My wonderful boyfriend of three years proposed back in October of 2016. All at once I began experiencing these feelings of excitement, surprise, love, happiness, and…..OMG…I need to start prepping! We are due to get married this May 2017 which is now less than two months away. And boy oh boy, are there some fun things I have learned along the way!

Being a bride is tough ya’ll. Plain and simple. It’s stressful no matter how you do it and the bride has this infinite amount of pressure on her to look her best, glow, make sure her guests had a great time, pay attention to her husband-to-be, there’s a lot of work and intricate details to go into all of this! And lo and behold, being a fit bride has some extra special details you didn’t think about until that moment hit!
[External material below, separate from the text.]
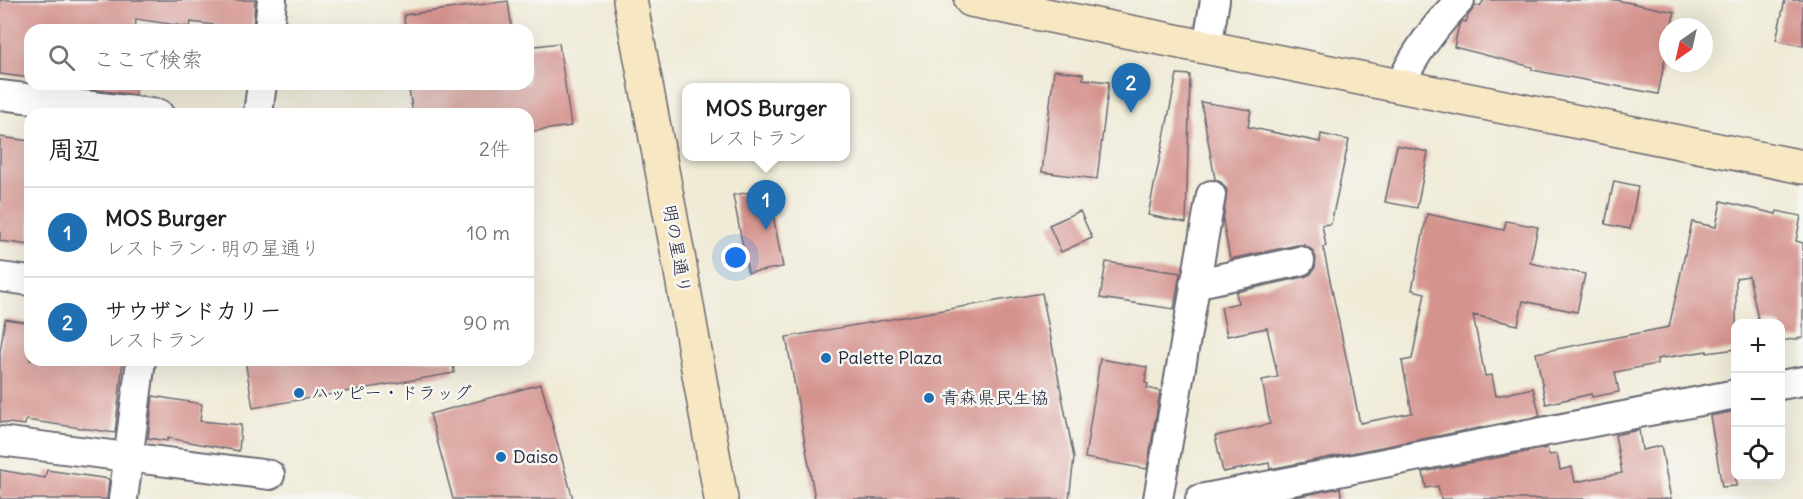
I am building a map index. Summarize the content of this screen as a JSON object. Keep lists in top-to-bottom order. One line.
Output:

  1. There is still such a thing as #sweatingforthewedding. You see it all the time: Girls get engaged and then they really start working out or watching their diet. It’s a fad really. There are bride workouts, special bride diets, they get their own hashtag. I mean c’mon, any good trainer will tell you to stop with this fad crap, right? Kind’a….I am not a fan of fads but I’ll be damned if the moment that ring slid past my knuckle I wasn’t already thinking about how I needed to get my butt in gear. Speaking of butt, once the honeymoon to sunny Punta Cana was booked, my butt has been a main focus in just about every workout session. Hey, I bought some new cheeky bikinis. What do you expect? While this may not be a “fad”, I sure did start focusing more on certain body parts and amping up my sweat sesh. And diet? Let’s see, I have (almost) successfully completed 30 days sugar free and salads are my stipple. Treats? Pizza still but it’s more rare than pre-engagement. *Tear*
  2. Wedding gowns were not designed for fit brides. Legit. CLOTHES were not designed for fit girls should be the correction, but for now we will stick to fussing over gowns. My poor little dress has been poked, cute, prodded, and resewn to adjust to my smaller waist, growing butt, and built back. *sigh* If I keep rowing I fear my shoulder could bust my gown. What’s a girl to do? Go strapless they say….sure…I have no boobs (thanks body fat percentage) but yea, I’d love to look like a board on my wedding day. Which brings me to….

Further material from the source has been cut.